"bir problemle" - Traduction Turc en Arabe

    • مشكلة
        
    Ya obezite, hücre içinde süregelen çok daha tehditkar bir problemle baş etme mekanizması ise? TED ماذا لو كانت السمنة آلية لتكيف الجسم مع مشكلة أخطر بكثير تحدث في الخلية؟
    Ben bu tür bir problemle uğrasmamıştım. ya da dürüstçesi, tıp dünyasının hiçbir dalıyla. TED لم أتعامل مع مشكلة كهذه أو بصراحة، كامل هذه الجزئية في عالم الطب.

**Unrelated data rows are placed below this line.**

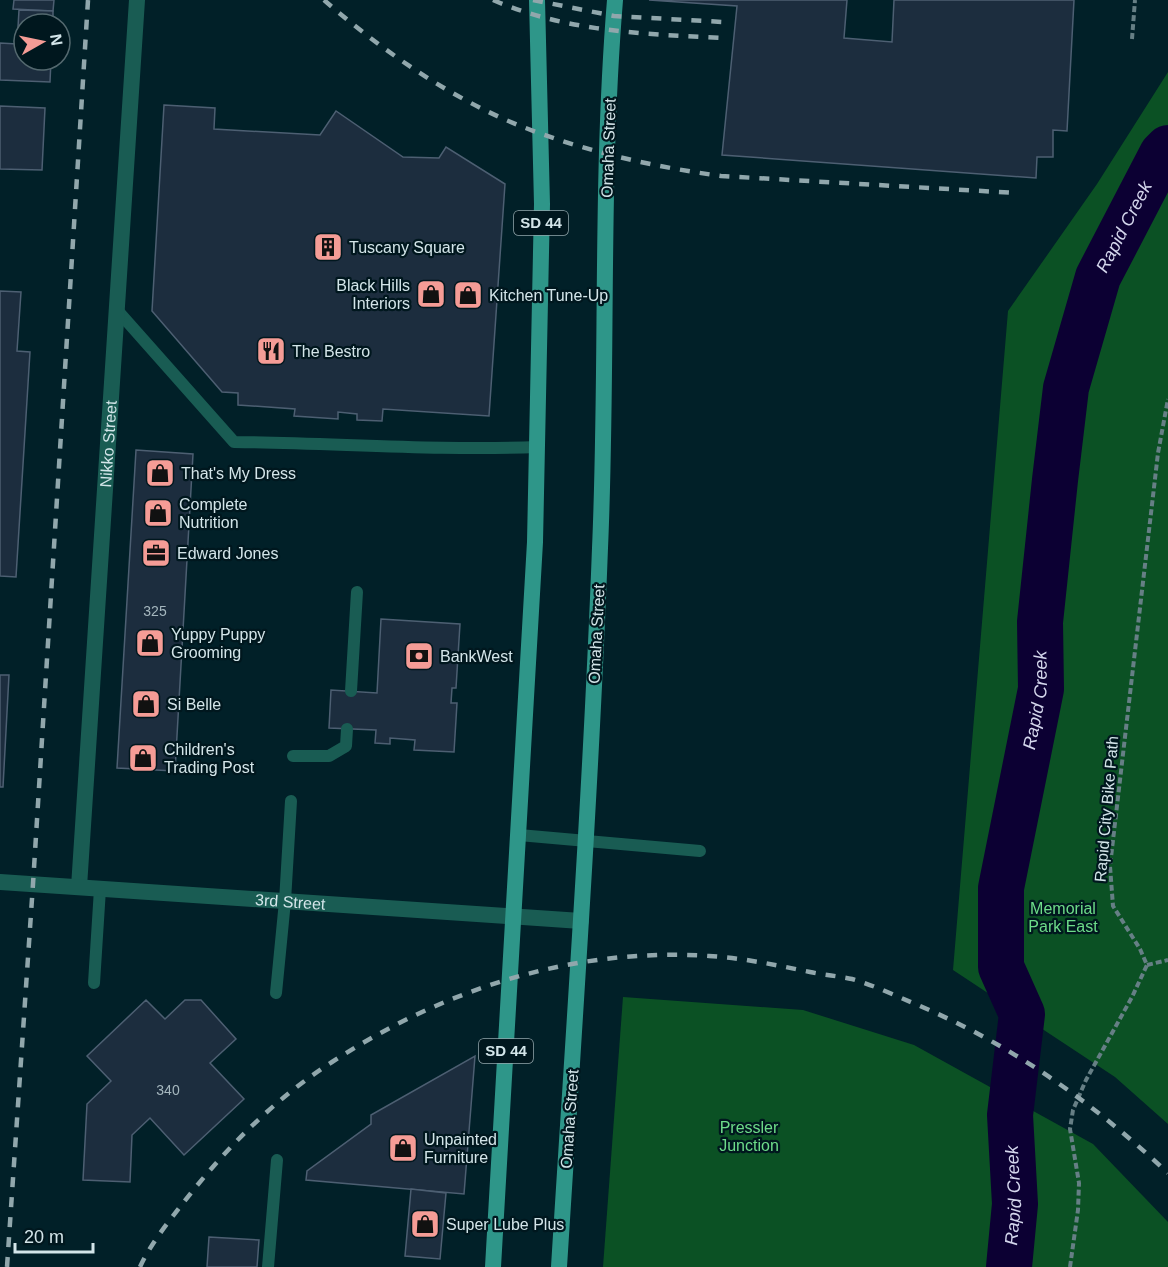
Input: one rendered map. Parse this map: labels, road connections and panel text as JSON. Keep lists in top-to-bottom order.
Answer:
{
  "streets": {
    "main road": ["Omaha Street", "SD 44"],
    "street": ["Nikko Street", "3rd Street"],
    "path": ["Rapid City Bike Path"]
  },
  "crossings": [
    ["Omaha Street", "3rd Street"],
    ["SD 44", "3rd Street"],
    ["Nikko Street", "3rd Street"]
  ],
  "water": ["Rapid Creek"],
  "parks": ["Memorial Park East", "Pressler Junction"],
  "places": {
    "building": ["Tuscany Square"],
    "shop": [
      "Black Hills Interiors",
      "Kitchen Tune-Up",
      "That's My Dress",
      "Complete Nutrition",
      "Yuppy Puppy Grooming",
      "Si Belle",
      "Children's Trading Post",
      "Unpainted Furniture",
      "Super Lube Plus"
    ],
    "restaurant": ["The Bestro"],
    "office": ["Edward Jones"],
    "bank": ["BankWest"]
  },
  "house_numbers": ["325", "340"],
  "scale_bar": "20 m",
  "north": "right"
}
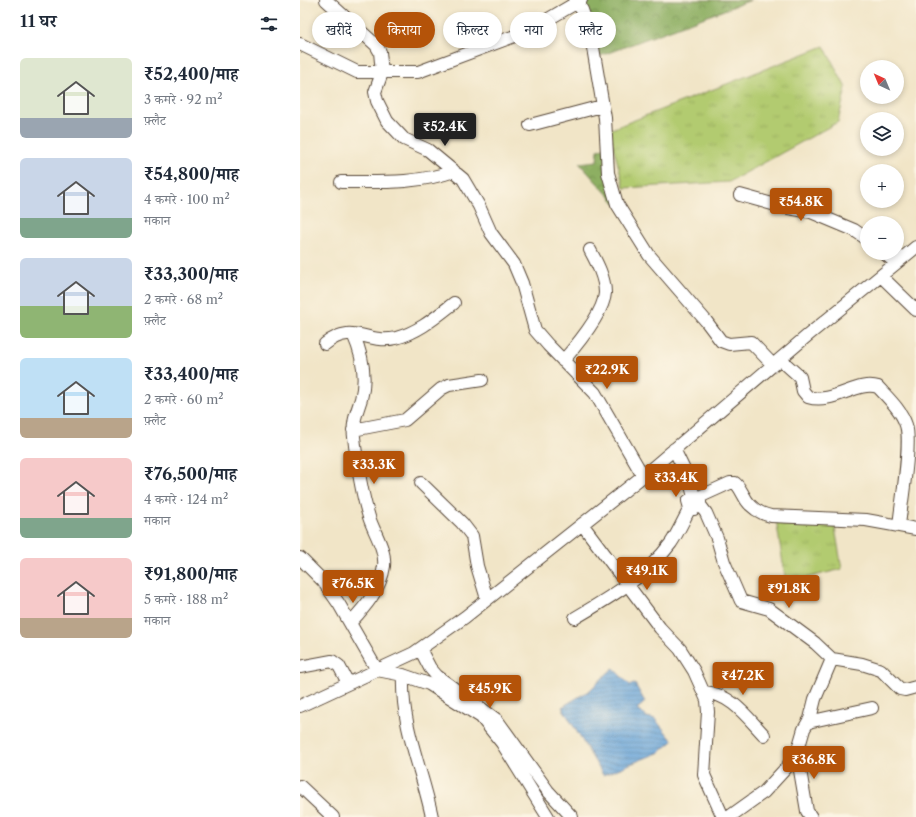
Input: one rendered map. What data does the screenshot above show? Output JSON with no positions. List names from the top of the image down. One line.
{"north":"top left","page":{"heading":"11 घर","chip":["खरीदें","किराया","फ़िल्टर","नया","फ़्लैट"],"list":[{"name":"₹52,400/माह","note":"3 कमरे · 92 m² · फ़्लैट"},{"name":"₹54,800/माह","note":"4 कमरे · 100 m² · मकान"},{"name":"₹33,300/माह","note":"2 कमरे · 68 m² · फ़्लैट"},{"name":"₹33,400/माह","note":"2 कमरे · 60 m² · फ़्लैट"},{"name":"₹76,500/माह","note":"4 कमरे · 124 m² · मकान"},{"name":"₹91,800/माह","note":"5 कमरे · 188 m² · मकान"}],"map_buttons":["+","−"],"price":["₹52.4K","₹54.8K","₹22.9K","₹33.3K","₹33.4K","₹49.1K","₹76.5K","₹91.8K","₹47.2K","₹45.9K","₹36.8K"]}}
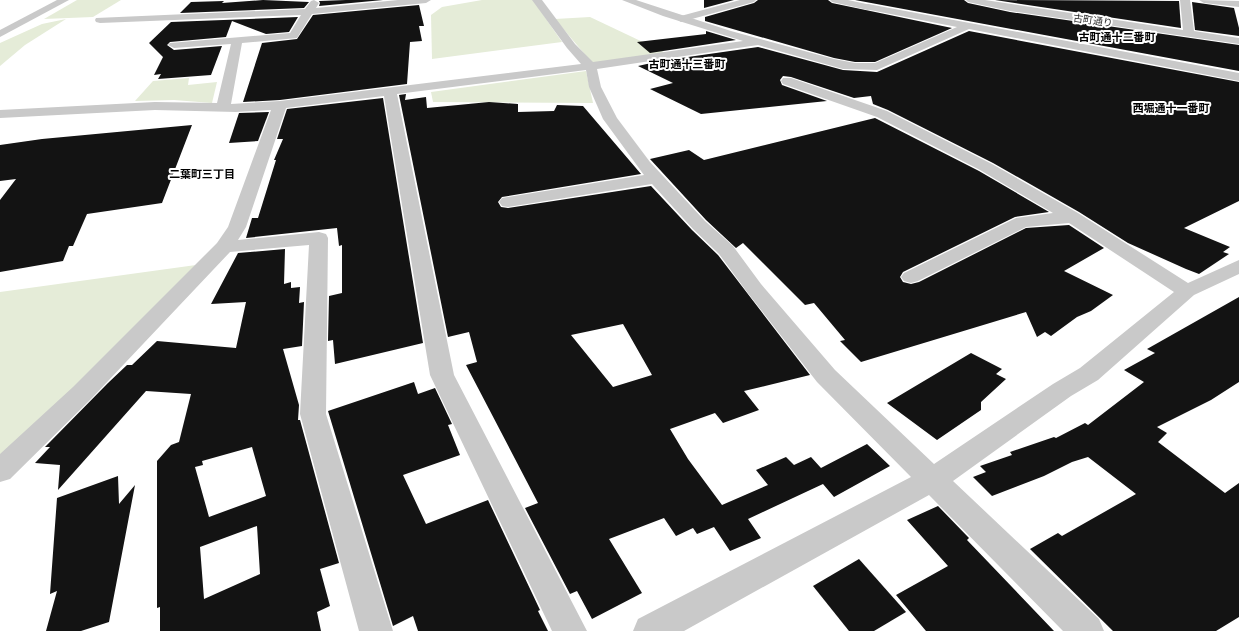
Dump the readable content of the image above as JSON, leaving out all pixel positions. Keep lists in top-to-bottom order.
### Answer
{
  "streets": {
    "street": ["古町通り"]
  },
  "districts": [
    "古町通十二番町",
    "古町通十三番町",
    "西堀通十一番町",
    "二葉町三丁目"
  ]
}
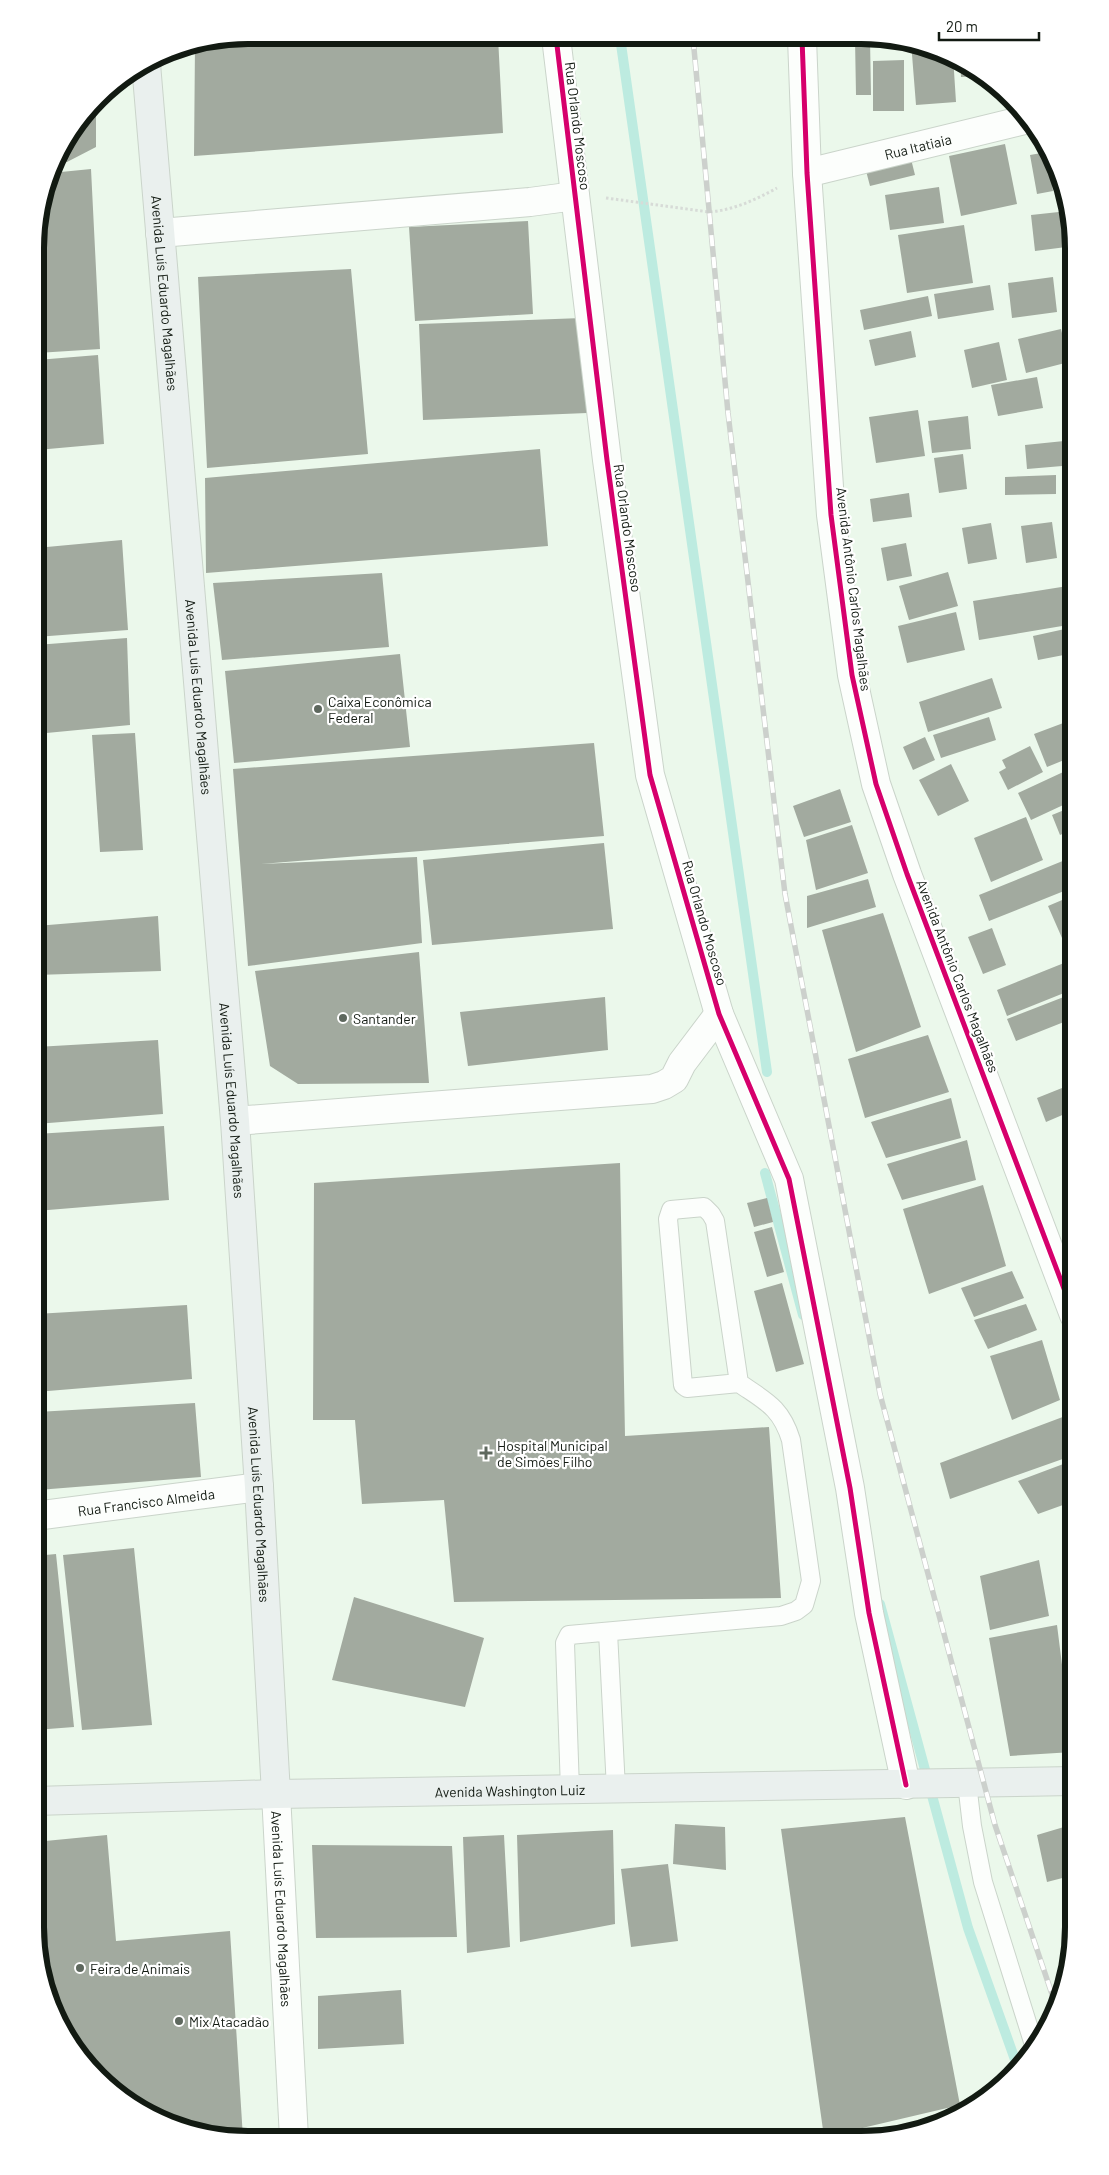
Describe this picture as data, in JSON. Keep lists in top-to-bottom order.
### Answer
{
  "streets": {
    "main road": ["Avenida Luís Eduardo Magalhães", "Avenida Washington Luiz"],
    "street": [
      "Rua Orlando Moscoso",
      "Rua Itatiaia",
      "Avenida Antônio Carlos Magalhães",
      "Rua Francisco Almeida"
    ]
  },
  "crossings": [
    ["Rua Orlando Moscoso", "Avenida Washington Luiz"],
    ["Rua Itatiaia", "Avenida Antônio Carlos Magalhães"],
    ["Avenida Luís Eduardo Magalhães", "Rua Francisco Almeida"],
    ["Avenida Luís Eduardo Magalhães", "Avenida Washington Luiz"]
  ],
  "places": {
    "other": [
      "Caixa Econômica Federal",
      "Santander",
      "Feira de Animais",
      "Mix Atacadão"
    ],
    "health": ["Hospital Municipal de Simões Filho"]
  },
  "scale_bar": "20 m"
}
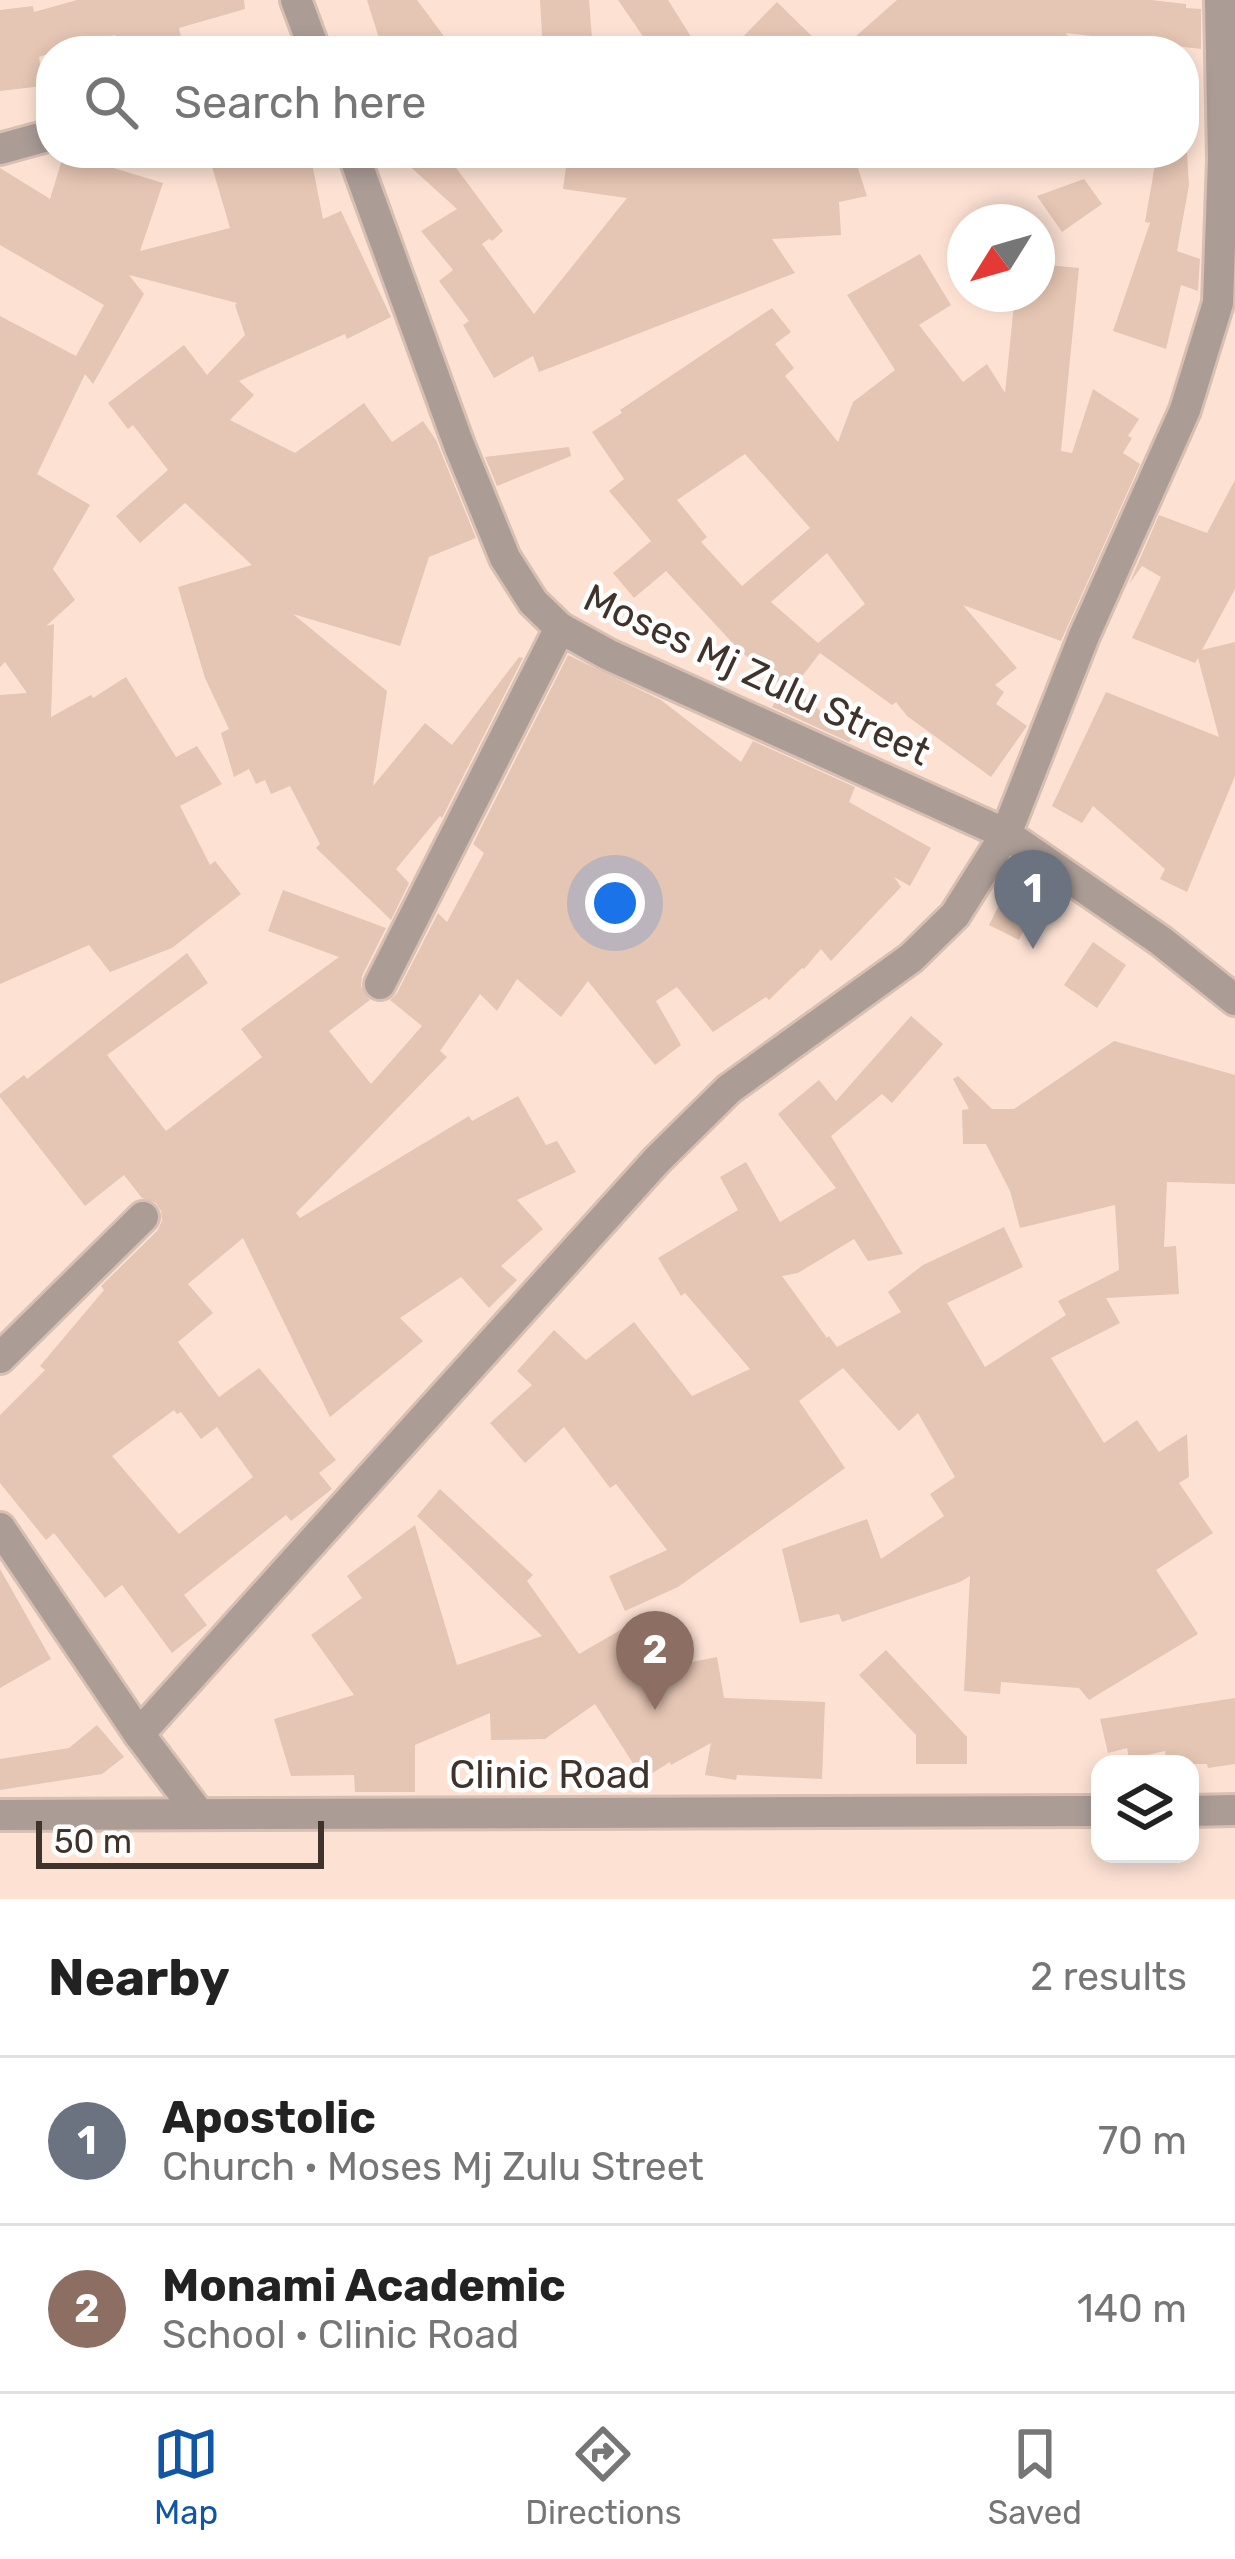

    Atlanta'dan çıkarken küçük bir problemle karşılaştık. Open Subtitles كنا نغادر أطلانطـا عندما صادفتنا مشكلة بسيطة.
    Atlanta'dan çıkarken küçük bir problemle karşılaştık. Open Subtitles كنا نغادر أطلانطـا عندما صادفتنا مشكلة بسيطة.
    Bu doğru ise, çok ciddi bir problemle karşı karşıya olabiliriz. Open Subtitles لذا أي شخص بقربه يمكن ان يتعرض لجرعة قاتلة إذا كان هذا صحيح، فلدينا مشكلة خطيرة فلنأمل الا نكون
    Evet, herşey yolundayken tamam, ama büyük bir problemle karşılaştığımız anda, askeriye hemen adımını atar ve tüm kontrolü eline alır. Open Subtitles نعم, عندما تكون الامور على ما يرام, ولكن عندما نقع فى مشكلة كبيرة, العسكريين يتقدمون وياخذون السلطة المطلقة.
    Hepinizin bildiği gibi, bir problemle karşı karşıyayız. Open Subtitles كما تعرفون جميعا, لقد وجدنا انفسنا فى بؤرة مشكلة.
    1928'e kadar, fizik büyük bir problemle boğuşuyordu. Open Subtitles قبل عام 1928، كانت الفيزياء تعاني من مشكلة كبيرة.
    Peki, dinleyin gelecekte herhangi bir problemle karşılaşırsanız, önce beni arayın. Open Subtitles إسمع في المستقبل أي مشكلة تحصل تبلغني بها أولاً
    Sabahki cinayetten büyük bir problemle karşı karşıya olabiliriz. Open Subtitles قد يكون لدينا الآن مشكلة أكبر من مجرد جريمة قتل.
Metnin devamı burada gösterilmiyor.